God doesn’t exist for us.
According to the Bible, we exist for Him and for His pleasure.
If we want to know Him in a transformational way, it is important to understand that He sets the terms of the relationship.
Author Jeff Imbach notes,
“This is God’s life and God’s purpose, a river of life within us. We did not start the flow and we will not provide the current.”
In His goodness, when God determines to take us to a deeper level of intimacy, we find ourselves at a place where He won’t allow us to keep on with our adolescent approach to intimacy with Him. We might still be content with a childish devotional love on the level of a little boy passing love notes in school. However, God wants us to enter into a mature relationship with Him that has much more depth than superficial faith will ever know.
If you sincerely hunger to know Him in the most personal sense of the word, He will take you there.

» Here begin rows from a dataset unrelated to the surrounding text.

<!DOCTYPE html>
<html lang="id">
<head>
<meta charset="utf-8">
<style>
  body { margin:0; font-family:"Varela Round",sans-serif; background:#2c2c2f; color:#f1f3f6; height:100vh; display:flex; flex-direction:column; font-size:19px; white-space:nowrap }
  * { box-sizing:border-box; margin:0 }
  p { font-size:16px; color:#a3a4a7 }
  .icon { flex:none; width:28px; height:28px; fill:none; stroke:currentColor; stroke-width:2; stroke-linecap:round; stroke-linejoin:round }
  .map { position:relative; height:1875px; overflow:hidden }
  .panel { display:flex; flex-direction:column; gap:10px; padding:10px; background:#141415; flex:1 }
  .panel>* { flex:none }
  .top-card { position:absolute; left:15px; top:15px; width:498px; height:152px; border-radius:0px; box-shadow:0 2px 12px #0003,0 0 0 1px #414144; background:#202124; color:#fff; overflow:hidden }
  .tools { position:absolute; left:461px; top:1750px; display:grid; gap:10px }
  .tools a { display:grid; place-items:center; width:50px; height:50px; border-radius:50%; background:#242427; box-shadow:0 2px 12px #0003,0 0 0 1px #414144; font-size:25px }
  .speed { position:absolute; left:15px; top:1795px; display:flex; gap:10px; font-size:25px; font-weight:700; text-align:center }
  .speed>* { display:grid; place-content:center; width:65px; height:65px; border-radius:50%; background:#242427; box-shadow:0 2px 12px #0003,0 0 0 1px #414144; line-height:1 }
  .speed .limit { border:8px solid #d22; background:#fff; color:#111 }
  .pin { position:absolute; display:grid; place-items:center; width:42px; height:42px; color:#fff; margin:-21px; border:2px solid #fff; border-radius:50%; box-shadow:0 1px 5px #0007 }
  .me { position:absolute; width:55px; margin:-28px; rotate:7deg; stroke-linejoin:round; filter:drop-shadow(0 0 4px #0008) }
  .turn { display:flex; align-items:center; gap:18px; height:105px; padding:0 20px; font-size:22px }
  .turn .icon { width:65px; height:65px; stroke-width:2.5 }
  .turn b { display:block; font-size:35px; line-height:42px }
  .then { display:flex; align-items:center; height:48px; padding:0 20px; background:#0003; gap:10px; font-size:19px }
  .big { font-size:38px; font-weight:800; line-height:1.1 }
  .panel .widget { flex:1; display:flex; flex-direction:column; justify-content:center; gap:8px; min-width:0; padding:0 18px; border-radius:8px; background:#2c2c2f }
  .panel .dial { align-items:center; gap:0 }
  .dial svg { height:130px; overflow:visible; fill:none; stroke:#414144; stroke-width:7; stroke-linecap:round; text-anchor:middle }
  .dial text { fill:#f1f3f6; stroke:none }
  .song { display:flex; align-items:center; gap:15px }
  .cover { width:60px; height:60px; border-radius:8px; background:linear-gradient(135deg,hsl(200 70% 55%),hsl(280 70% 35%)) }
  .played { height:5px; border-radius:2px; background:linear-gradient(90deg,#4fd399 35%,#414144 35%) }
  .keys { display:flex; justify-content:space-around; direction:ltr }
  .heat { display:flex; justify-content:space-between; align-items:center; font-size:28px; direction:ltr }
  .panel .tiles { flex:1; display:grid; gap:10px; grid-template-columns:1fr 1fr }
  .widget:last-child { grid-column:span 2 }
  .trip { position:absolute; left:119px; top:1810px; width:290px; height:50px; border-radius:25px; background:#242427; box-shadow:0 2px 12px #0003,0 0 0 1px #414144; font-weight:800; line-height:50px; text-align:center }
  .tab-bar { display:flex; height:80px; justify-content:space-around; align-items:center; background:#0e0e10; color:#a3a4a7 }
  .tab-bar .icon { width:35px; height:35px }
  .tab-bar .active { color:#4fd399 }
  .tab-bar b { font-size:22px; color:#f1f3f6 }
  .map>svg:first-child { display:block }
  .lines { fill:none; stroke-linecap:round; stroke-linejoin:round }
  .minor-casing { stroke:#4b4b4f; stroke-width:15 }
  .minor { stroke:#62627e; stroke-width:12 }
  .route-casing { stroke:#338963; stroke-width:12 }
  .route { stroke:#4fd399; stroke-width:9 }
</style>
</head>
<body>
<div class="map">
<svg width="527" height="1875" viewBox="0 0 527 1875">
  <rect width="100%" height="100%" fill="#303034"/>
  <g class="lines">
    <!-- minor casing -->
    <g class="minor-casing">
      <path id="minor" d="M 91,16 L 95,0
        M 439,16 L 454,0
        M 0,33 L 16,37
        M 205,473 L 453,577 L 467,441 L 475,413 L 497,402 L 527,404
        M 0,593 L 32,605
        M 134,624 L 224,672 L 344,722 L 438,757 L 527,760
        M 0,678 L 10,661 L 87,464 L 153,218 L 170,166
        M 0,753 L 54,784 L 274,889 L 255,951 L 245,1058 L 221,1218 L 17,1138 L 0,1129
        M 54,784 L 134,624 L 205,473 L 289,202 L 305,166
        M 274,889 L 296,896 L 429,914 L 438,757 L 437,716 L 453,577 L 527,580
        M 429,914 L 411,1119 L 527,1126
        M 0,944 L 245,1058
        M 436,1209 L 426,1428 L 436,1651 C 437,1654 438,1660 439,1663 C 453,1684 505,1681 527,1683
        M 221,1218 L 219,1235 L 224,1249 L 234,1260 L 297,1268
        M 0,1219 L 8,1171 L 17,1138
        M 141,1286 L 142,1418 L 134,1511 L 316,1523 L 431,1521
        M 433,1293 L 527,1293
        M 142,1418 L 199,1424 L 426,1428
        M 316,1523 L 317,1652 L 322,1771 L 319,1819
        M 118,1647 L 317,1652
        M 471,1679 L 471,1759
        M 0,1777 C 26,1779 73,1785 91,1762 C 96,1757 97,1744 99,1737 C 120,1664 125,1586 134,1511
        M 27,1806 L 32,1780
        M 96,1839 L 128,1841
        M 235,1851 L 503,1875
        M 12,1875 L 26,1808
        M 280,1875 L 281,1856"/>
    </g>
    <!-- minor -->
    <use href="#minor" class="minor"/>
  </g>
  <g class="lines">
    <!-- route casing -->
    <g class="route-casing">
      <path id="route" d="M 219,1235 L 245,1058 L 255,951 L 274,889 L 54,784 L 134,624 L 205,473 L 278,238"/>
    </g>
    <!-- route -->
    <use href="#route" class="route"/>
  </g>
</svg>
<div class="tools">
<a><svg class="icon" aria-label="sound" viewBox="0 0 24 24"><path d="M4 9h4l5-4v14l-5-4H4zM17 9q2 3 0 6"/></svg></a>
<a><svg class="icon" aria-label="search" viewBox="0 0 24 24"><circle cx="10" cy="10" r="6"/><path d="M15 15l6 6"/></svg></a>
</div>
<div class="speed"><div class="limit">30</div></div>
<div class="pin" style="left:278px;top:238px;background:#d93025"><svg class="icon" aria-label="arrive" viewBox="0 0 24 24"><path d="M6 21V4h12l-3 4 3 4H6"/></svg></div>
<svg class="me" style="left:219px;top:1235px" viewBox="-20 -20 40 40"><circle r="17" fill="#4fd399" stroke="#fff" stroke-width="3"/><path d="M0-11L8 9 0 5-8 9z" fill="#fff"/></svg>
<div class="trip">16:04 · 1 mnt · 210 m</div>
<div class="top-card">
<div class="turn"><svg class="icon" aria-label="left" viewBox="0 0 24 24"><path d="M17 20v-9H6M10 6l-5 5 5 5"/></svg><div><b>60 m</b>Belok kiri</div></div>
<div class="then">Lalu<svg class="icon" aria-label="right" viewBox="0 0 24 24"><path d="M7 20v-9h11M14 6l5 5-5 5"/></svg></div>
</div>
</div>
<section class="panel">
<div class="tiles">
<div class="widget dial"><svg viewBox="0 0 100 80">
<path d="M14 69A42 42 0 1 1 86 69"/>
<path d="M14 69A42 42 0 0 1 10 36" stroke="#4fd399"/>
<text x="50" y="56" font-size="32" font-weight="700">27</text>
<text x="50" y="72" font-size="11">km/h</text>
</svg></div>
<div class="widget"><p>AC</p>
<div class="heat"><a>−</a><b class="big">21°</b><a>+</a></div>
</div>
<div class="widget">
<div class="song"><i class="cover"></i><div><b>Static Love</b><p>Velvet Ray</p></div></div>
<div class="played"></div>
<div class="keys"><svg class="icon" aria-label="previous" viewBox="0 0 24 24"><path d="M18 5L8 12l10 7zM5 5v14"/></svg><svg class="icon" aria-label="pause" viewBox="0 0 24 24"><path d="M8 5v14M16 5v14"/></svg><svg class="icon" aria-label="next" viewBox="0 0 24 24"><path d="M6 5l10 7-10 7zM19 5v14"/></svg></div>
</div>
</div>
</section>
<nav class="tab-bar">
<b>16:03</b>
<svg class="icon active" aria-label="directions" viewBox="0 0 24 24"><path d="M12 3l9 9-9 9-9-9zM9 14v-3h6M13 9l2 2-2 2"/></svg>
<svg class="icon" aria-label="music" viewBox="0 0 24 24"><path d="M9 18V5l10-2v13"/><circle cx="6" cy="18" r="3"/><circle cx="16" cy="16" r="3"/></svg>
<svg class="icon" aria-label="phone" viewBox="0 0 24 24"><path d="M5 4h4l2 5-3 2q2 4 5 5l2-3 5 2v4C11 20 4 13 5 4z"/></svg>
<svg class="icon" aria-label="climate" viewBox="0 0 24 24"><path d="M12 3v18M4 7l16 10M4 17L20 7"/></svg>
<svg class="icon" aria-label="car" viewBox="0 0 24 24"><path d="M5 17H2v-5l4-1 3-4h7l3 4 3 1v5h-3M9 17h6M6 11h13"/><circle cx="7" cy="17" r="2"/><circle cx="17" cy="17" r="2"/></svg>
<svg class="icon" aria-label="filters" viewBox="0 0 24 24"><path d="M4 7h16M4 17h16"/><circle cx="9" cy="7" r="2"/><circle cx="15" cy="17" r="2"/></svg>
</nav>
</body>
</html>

The fact that you hunger to know Him deeply demonstrates that He is already moving you toward a greater depth.
From my childhood, my paradigm for a truly spiritual walk was that God has a detailed plan for us of the things He wants us to do during our lives.
I believed that we could leave this world knowing that we have “fought the good fight” if we accomplished that list of things He had determined for us. For some years now, I have understood that the doing of our spiritual journey is the result of His life flowing through us and not our own determination.
However, only recently did it occur to me that we also glorify Him by not doing the things He doesn’t lead us to do. For some of us, doing comes much easier than not doing.
I realized that it wasn’t that He wanted me to be sure to accomplish the things on some Divine “To Do” list He had written for my lifetime.
To the contrary and to my surprise, He wanted me to erase some of the things on the list I had unconsciously made in an attempt to accomplish as much as I could do. Being told, “Stop striving and know that I am God” (Psalm 47:8) is the most difficult command some of us will ever encounter.
Sometimes the answer to our deepest need is met when we understand that the best way to advance may be to retreat, remembering that God’s ways are not our ways.
Since we aren’t sure how to get where we want to be we simply walk faster and faster. We are accomplishing nothing but exhausting ourselves. In an effort to reach our goals, we become driven to increasing activity and effort, which only serves to exhaust us physically, emotionally and spiritually.
We seem stuck in a phase of spiritual growth that Kelly called “adolescent development” and “an awkward stage of religious busyness in the kingdom of God.”
What we need is to stop running, sit down and rest. Whenever we take that simple step, God will show us the Power Line which has been there all along. Then, and only then, can we follow it and find our way out of the woods and back to the main road of resting in Christ.